Estuve todo un año enamorado de Katiuska. Ahora ya no me da vergüenza decirlo ni recordar que mi primer amor fue esa niña de séptimo grado con la piel manchada por el sol, que disfrutaba meterse la punta del lápiz entre las divisiones de los dientes. La gente de la Secundaria le decía de todo a Katiuska, porque era gaga y disléxica hasta el sofoco. Cuando hablaba, pocas veces, cualquier comemierda le tiraba de su trenza china para que destrabara; le hacían ese sonido con el que se azora a los perros y ella quedaba allí, pobre, con ese nombre suyo como el de las botas rusas; la cabeza baja y los dientes teñidos por el grafito. Apenas si podía decir su nombre completo. Por eso la primera vez que hablamos solo dijo: “Me llamo Kati”.

No sé qué será de ella ahora, quince años después. Algunas veces recuerdo sus tetas radiactivas, grandísimas, que me enfermaron durante un año; las primeras tetas que toqué en la vida. Es poco probable que todavía juegue con la punta de un lápiz entre sus dientes, pero prefiero recordarla así, con su sonrisa al carboncillo hoy que ya no me da pena decir cuánto y cómo la quise algunos meses de mi adolescencia, y que a pesar de ser gaga la entendí como a pocas. Quizá porque era buena, Katiuska, con su mar de inocencia y ese tufillo de las axilas que le brotaba en los abrazos y a ella no le importaba. Hoy digo que amé muchísimo sus cambios de consonantes y ese olor de su cuerpo como recién salido de un río.

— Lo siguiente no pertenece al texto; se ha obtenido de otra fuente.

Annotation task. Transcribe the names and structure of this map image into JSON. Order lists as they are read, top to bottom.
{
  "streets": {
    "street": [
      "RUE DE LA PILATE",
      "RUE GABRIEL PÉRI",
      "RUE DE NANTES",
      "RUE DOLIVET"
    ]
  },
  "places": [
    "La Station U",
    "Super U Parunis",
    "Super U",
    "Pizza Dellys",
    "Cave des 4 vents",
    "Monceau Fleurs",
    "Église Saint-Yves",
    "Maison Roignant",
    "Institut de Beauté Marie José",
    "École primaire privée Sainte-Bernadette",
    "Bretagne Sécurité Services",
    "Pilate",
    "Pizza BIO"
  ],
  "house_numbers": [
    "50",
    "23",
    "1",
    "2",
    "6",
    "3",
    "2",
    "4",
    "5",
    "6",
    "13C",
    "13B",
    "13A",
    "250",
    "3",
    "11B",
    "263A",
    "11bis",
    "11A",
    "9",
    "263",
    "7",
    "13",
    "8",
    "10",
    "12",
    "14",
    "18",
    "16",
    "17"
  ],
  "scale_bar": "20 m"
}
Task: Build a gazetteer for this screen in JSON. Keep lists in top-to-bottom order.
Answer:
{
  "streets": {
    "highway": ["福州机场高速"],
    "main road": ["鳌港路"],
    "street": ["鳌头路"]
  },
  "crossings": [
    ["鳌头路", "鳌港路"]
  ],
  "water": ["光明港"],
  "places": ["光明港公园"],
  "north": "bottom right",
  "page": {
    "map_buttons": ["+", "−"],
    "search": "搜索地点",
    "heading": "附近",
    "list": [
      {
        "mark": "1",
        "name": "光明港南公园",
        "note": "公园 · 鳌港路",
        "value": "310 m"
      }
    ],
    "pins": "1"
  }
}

Aunque todo lo anterior valga poco si cuento cómo la dejé una tarde de junio en el parque, y cómo lloró sentada en el tiovivo, pobre, sin poder decir nada porque cuando estaba triste se le amotinaban las palabras, y solo le quedaba aquel lenguaje de suspiros. Aquel día, después de mirarla un poco, me fui. Ya no aguantaba la pena de verle caer las lágrimas en la barriga.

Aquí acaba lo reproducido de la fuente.